I became more confident towards SS methods in recent months. Impressed from Path Of Exile (shadows, GI) and CP2077 (reflections).
But those are far range effects. Interestingly artifacts seem more acceptable here because it's easier to fade them out.
I hope we can achieve the same improvements for small scales and high frequency details, because i think that remains interesting even with the rise of RT.
Not sure if the stochastic depth samples idea is worth it for that. Showing SSAO in isolation always looks shitty - especially those dark bands in corners. RT reference would not look much better to me.
I want it more subtle and make the gradient more logarithmic than linear. This could help more than getting rid of artifacts.

But maybe this has been done already and i just don't know because there is not much to complain then. For example, i always wanted to see how much it helps to separate characters from static world, and i was unaware this has been used for years already, just not in every game :)
 
I want it more subtle and make the gradient more logarithmic than linear. This could help more than getting rid of artifacts.
That's how GTAO looks and it was calibrated against reference RT implementation. There is a large parameter space with AO, so it really has to be tuned against reference implementations to look good.
 
That's how GTAO looks and it was calibrated against reference RT implementation. There is a large parameter space with AO, so it really has to be tuned against reference implementations to look good.
Still i want a slider in game to tune it further down, because... i just hate it. :) Usually the only things i do in gfx options is vsync on and AO off.
Surley no option for far range AO as in Exodus, but for must games it would be.

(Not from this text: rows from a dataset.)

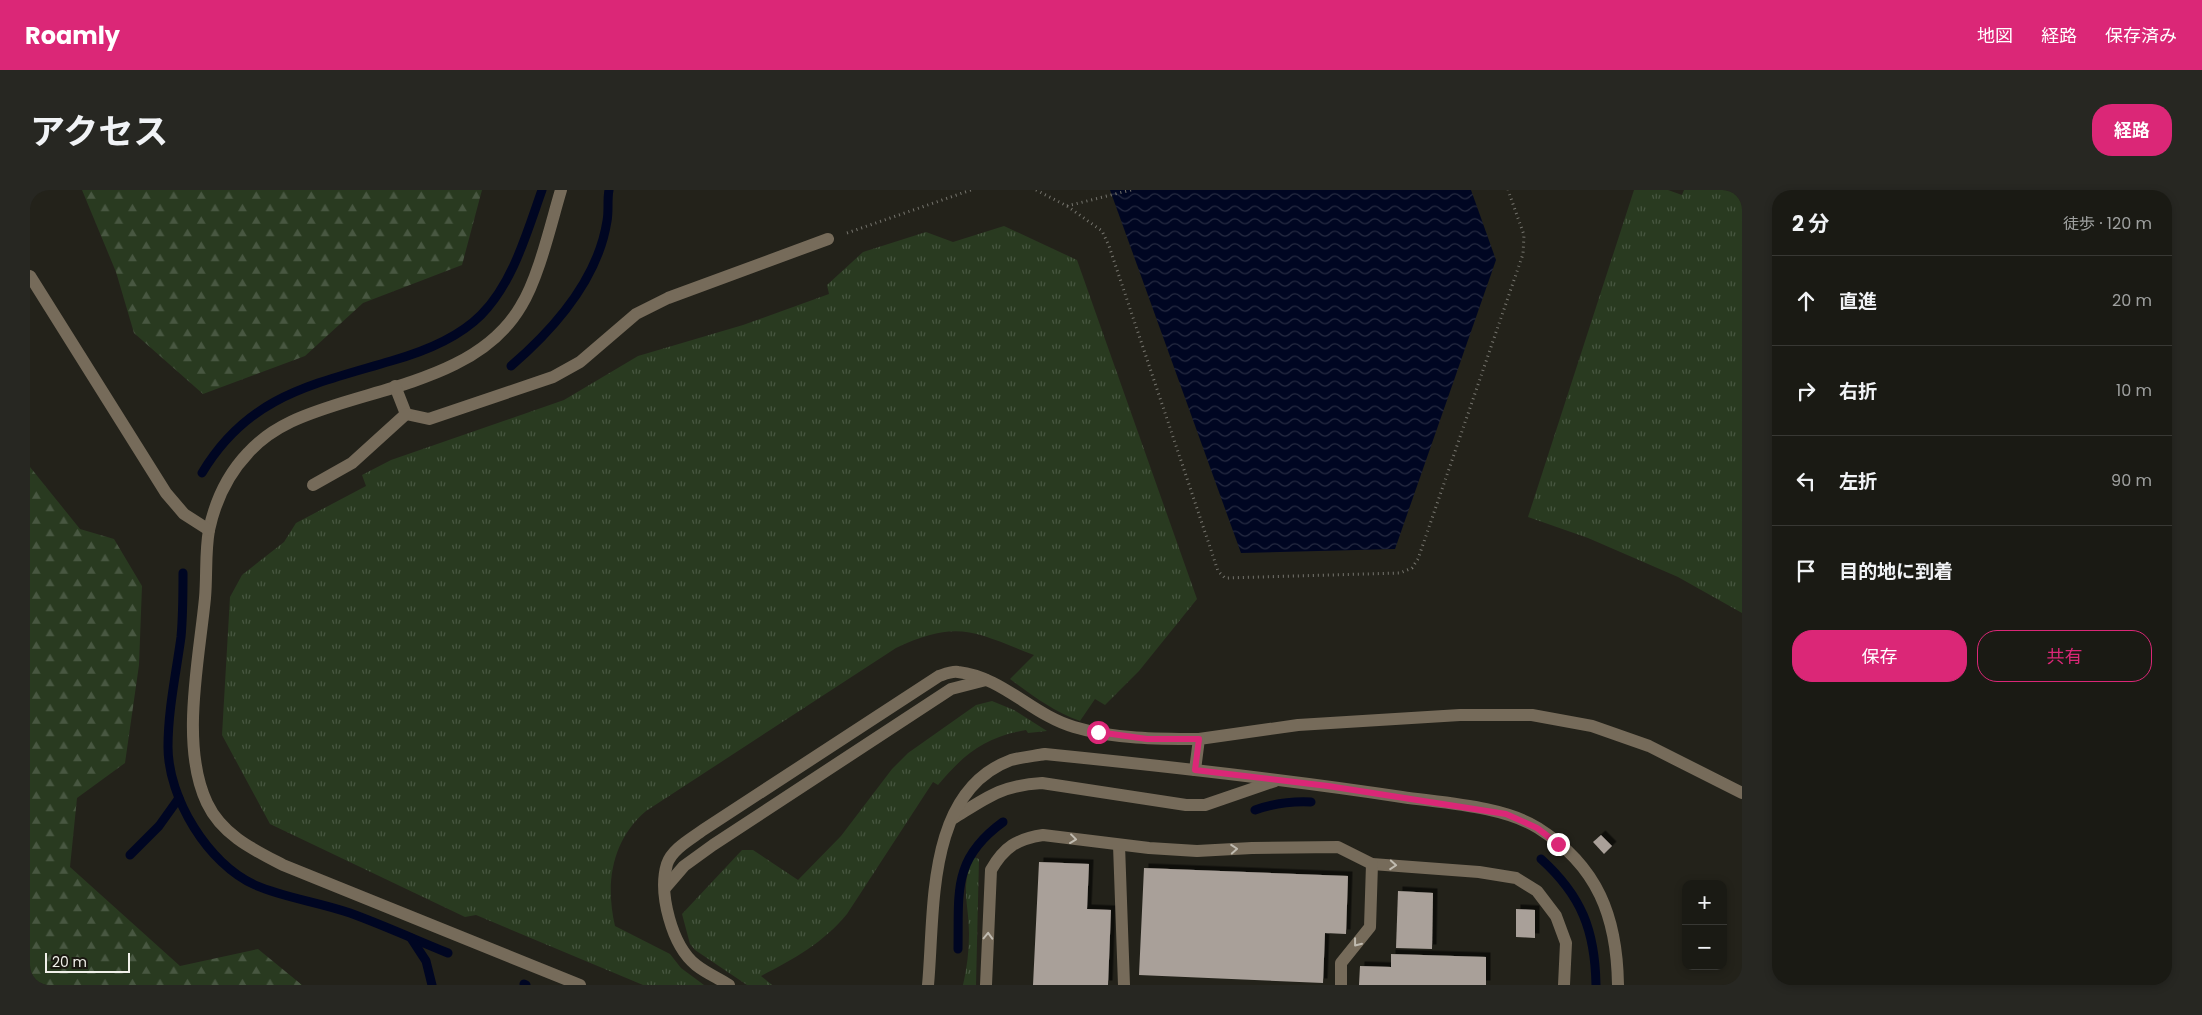 <!DOCTYPE html>
<html lang="ja">
<head>
<meta charset="utf-8">
<style>
  body { margin:0; font-family:Poppins,"Noto Sans JP",sans-serif; background:#272722; color:#f1f3f6 }
  .controls { position:absolute; right:15px; bottom:15px; display:grid; overflow:hidden; border-radius:10px; box-shadow:0 2px 8px #0003 }
  .controls button { width:45px; height:45px; display:grid; place-items:center; padding:0; border:0; border-bottom:1px solid #383834; background:#1a1a14; color:#f1f3f6; font:25px sans-serif }
  .scale { position:absolute; left:15px; bottom:12px; width:85px; box-sizing:border-box; padding-left:5px; border:2px solid #f1f0ea; border-top:0; font-size:14px; line-height:18px; white-space:nowrap; color:#f1f0ea; -webkit-text-stroke:4px #1a1811; paint-order:stroke }
  .stop { position:absolute; width:15px; height:15px; margin:-11px; border:4px solid #db2777; border-radius:50%; background:#fff }
  .stop.end { background:#db2777; border-color:#fff; box-shadow:0 1px 5px #0008 }
  .list { margin:0; padding:0; list-style:none }
  h2 { display:flex; justify-content:space-between; align-items:center; height:65px; margin:0; padding:0 20px; font-size:21px }
  h2 small { font-size:16px; font-weight:400; color:#9fa1a0 }
  .list li { display:grid; grid-template-columns:32px 1fr auto; gap:15px; align-items:center; box-sizing:border-box; height:90px; padding:0 20px; border-top:1px solid #383834 }
  .list b { display:block; font-size:19px; white-space:nowrap }
  .list em { font-size:16px; font-style:normal; color:#9fa1a0 }
  .actions { display:flex; gap:10px; padding:15px 20px }
  .actions a { flex:1; padding:11px 0; border:1px solid #db2777; border-radius:20px; text-align:center; font-size:18px; color:#db2777 }
  .actions .main { background:#db2777; color:#fff }
  .icon { flex:none; width:28px; height:28px; fill:none; stroke:currentColor; stroke-width:2; stroke-linecap:round; stroke-linejoin:round }
  .map { position:relative; flex:none; width:1712px; height:795px; overflow:hidden; border-radius:20px }
  header { display:flex; align-items:center; gap:30px; box-sizing:border-box; height:70px; padding:0 25px; background:#db2777; color:#fff }
  header strong { font-size:24px }
  nav { display:flex; gap:28px; margin-inline-start:auto; font-size:18px }
  .intro { display:flex; align-items:center; justify-content:space-between; box-sizing:border-box; height:120px; padding:0 30px }
  h1 { margin:0; font-size:35px }
  .button { padding:12px 22px; border-radius:20px; background:#db2777; color:#fff; font-size:18px; font-weight:700 }
  main { display:flex; gap:30px; padding:0 30px }
  aside { flex:1; background:#1a1a14; border-radius:20px; box-shadow:0 2px 8px #0003 }
  .map>svg:first-child { display:block }
</style>
</head>
<body>
<header>
<strong>Roamly</strong>
<nav><a>地図</a><a>経路</a><a>保存済み</a></nav>
</header>
<div class="intro"><h1>アクセス</h1><a class="button">経路</a></div>
<main>
<div class="map">
<svg width="1712" height="795" viewBox="0 0 1712 795">
  <defs>
    <pattern id="grass-tufts" width="24" height="20" patternUnits="userSpaceOnUse" patternTransform="scale(1.25)"><rect width="24" height="20" fill="#293a20"/><path d="M3 7l-1-3M5 7V3M7 7l1-3M15 17l-1-3M17 17v-4M19 17l1-3" fill="none" stroke="#485741"/></pattern>
    <pattern id="forest-firs" width="22" height="20" patternUnits="userSpaceOnUse" patternTransform="scale(1.25)"><rect width="22" height="20" fill="#293a20"/><path d="M5 1l3.5 6h-7zM16 11l3.5 6h-7z" fill="#485741"/></pattern>
    <pattern id="water-waves" width="16" height="10" patternUnits="userSpaceOnUse" patternTransform="scale(1.25)"><rect width="16" height="10" fill="#000622"/><path d="M0 5q4-4 8 0t8 0" fill="none" stroke="#262b42"/></pattern>
    <filter id="shadow"><feDropShadow dx="4.5" dy="-4.5" stdDeviation="0" flood-color="#0009"/></filter>
  </defs>
  <rect width="100%" height="100%" fill="#23221a"/>
  <g fill="url(#grass-tufts)">
    <path d="M1604 0H1638L1652 5 1654 0H1712V423L1648 387 1558 348 1498 327Z"/>
    <path d="M974 36 1047 70 1167 409 1109 481 1075 515 1065 509 1050 531C1023 521 1003 506 980 489L1004 465C944 442 928 429 866 458L616 621C582 650 575 693 585 736L640 764 651 778 674 795H613L446 725 435 727 240 634 192 545 200 407 212 385 254 352 266 333 336 296 332 285 361 270 534 210 608 166 713 135 799 104 797 95 833 62 896 42 923 52Z"/>
    <path d="M962 511 984 520 1017 541 998 543 996 540C955 547 934 564 908 595L903 592 817 724C793 753 764 769 731 786L742 795H717L665 760 660 754 652 724 712 660H723L768 690 811 646 862 579 878 563 946 515Z"/>
    <path d="M943 667 949 669 946 795H933C937 778 939 761 939 744 939 712 930 699 943 667Z"/>
  </g>
  <g fill="url(#forest-firs)">
    <path d="M52 0H452L432 75 333 113 275 166 173 204 104 143 86 82Z"/>
    <path d="M0 277 50 339 84 349 112 396 109 475 95 573 47 608 40 677 150 776 228 759 272 795H0Z"/>
  </g>
  <path fill="url(#water-waves)" d="M1080 0H1441L1466 70 1365 359 1211 363Z"/>
  <g fill="none" stroke-linecap="round" stroke-linejoin="round">
    <g stroke="#000622" stroke-width="9">
      <path d="M481 176C524 139 568 89 577 31 579 21 577 10 579 0"/>
      <path d="M172 283C218 206 281 195 361 171 393 162 427 149 451 125 483 93 497 42 512 0"/>
      <path d="M153 383C153 404 153 426 151 447 146 484 138 520 138 557 138 608 178 674 225 695 255 708 289 712 320 723 353 735 386 750 418 763"/>
      <path d="M1225 620C1245 613 1261 611 1281 612"/>
      <path d="M100 665 129 636 149 608"/>
      <path d="M1511 669C1552 706 1565 741 1566 795"/>
      <path d="M381 748 396 771 402 795"/>
      <path d="M928 759C929 702 922 669 973 632"/>
      <path d="M494 794 496 795"/>
    </g>
  </g>
  <g fill="#a9a099" filter="url(#shadow)">
    <path d="M1571 645 1582 656 1574 664 1563 652Z"/>
    <path d="M1009 672 1059 674 1057 719 1081 720 1078 795H1003Z"/>
    <path d="M1114 678 1318 686 1316 744 1295 743 1293 793 1109 785Z"/>
    <path d="M1368 701 1403 703 1402 759 1366 758Z"/>
    <path d="M1486 719 1505 720V748L1486 747Z"/>
    <path d="M1361 764 1456 767V795H1329L1330 776 1361 777Z"/>
  </g>
  <g fill="none" stroke-linecap="round" stroke-linejoin="round">
    <g stroke="#76756e" stroke-width="3" stroke-dasharray="1 4" stroke-linecap="butt">
      <path d="M1006 0 1037 16 1072 41 1079 56 1188 381 1195 388 1370 383 1382 378 1388 369 1493 64 1494 45 1478 0"/>
      <path d="M1037 16 1101 0"/>
      <path d="M817 43 941 0"/>
    </g>
    <g stroke="#766b5a" stroke-width="12">
      <path d="M531 0C521 33 509 87 491 116 455 178 376 193 312 213 277 224 243 235 218 263 198 284 185 312 179 340 175 362 177 385 175 408 169 470 150 556 177 613 192 645 224 660 253 675L550 795"/>
      <path d="M0 86 136 303 154 324 179 340"/>
      <path d="M365 196 376 224 399 229 523 187 550 172 606 124 638 108 798 49"/>
      <path d="M283 295 322 273 376 224"/>
      <path d="M1165 580 1169 549 1268 535 1430 525H1502L1562 536 1619 556 1712 603"/>
      <path d="M924 628C956 608 972 595 1012 593L1156 615H1175L1245 591"/>
      <path d="M1089 655 1094 795"/>
      <path d="M635 698 654 676 683 655 921 499 956 490"/>
      <path d="M699 795C688 788 676 783 666 775 642 756 628 703 637 674 642 659 661 649 673 640L909 486C915 484 922 481 928 482 973 487 1002 525 1044 537 1084 549 1128 549 1169 549"/>
      <path d="M898 795C905 721 895 602 981 570 992 567 1004 566 1015 564 1134 576 1253 589 1372 607 1413 613 1473 616 1508 638 1568 676 1587 727 1588 795"/>
      <path d="M956 795 961 680C974 657 987 649 1013 645L1119 658 1167 661 1222 658 1308 657 1342 674 1449 682 1486 688 1507 701 1526 726 1536 753 1534 795"/>
      <path d="M1311 795V773L1340 737 1342 674"/>
    </g>
  </g>
  <defs><path id="oneway-chevron" d="M-2-3.5L2.5 0L-2 3.5" fill="none" stroke-width="1.6" stroke-linecap="round" stroke-linejoin="round" transform="scale(1.25)"/></defs>
  <g stroke="#c0bbb0">
    <use href="#oneway-chevron" transform="translate(1043 649) rotate(7)"/>
    <use href="#oneway-chevron" transform="translate(1204 659) rotate(-4)"/>
    <use href="#oneway-chevron" transform="translate(1363 675) rotate(4)"/>
    <use href="#oneway-chevron" transform="translate(958 746) rotate(-88)"/>
    <use href="#oneway-chevron" transform="translate(1327 753) rotate(128)"/>
  </g>
  <g fill="none" stroke-linecap="round" stroke-linejoin="round">
    <path stroke="#db2777" stroke-width="6" d="M1068 542 1117 549H1169L1165 580 1298 596 1476 624 1507 638 1528 654"/>
  </g>
</svg>
<div class="controls">
<button>+</button>
<button>−</button>
</div>
<div class="scale">20 m</div>
<div class="stop" style="left:1068px;top:542px"></div>
<div class="stop end" style="left:1528px;top:654px"></div>
</div>
<aside>
<h2>2 分<small>徒歩 · 120 m</small></h2>
<ul class="list">
<li><svg class="icon" aria-label="ahead" viewBox="0 0 24 24"><path d="M12 20V5M6 11l6-6 6 6"/></svg><div><b>直進</b></div><em>20 m</em></li>
<li><svg class="icon" aria-label="right" viewBox="0 0 24 24"><path d="M7 20v-9h11M14 6l5 5-5 5"/></svg><div><b>右折</b></div><em>10 m</em></li>
<li><svg class="icon" aria-label="left" viewBox="0 0 24 24"><path d="M17 20v-9H6M10 6l-5 5 5 5"/></svg><div><b>左折</b></div><em>90 m</em></li>
<li><svg class="icon" aria-label="arrive" viewBox="0 0 24 24"><path d="M6 21V4h12l-3 4 3 4H6"/></svg><div><b>目的地に到着</b></div></li>
</ul>
<div class="actions"><a class="main">保存</a><a>共有</a></div>
</aside>
</main>
</body>
</html>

I had used raytraced AO for artworks. Decades ago it felt something new and beautiful. But after getting used, it started to feel 'technical'. I did not understand the background of how it's meant to approximate GI, but i saw it's no silver bullet.
Same happened with SSAO: Crysis was awesome, but after some years i started to turn it off mostly in games. Improved SSAO methods did not help so much.

Though i think i'm a rare exception here. Most people seemingly have no problem with it.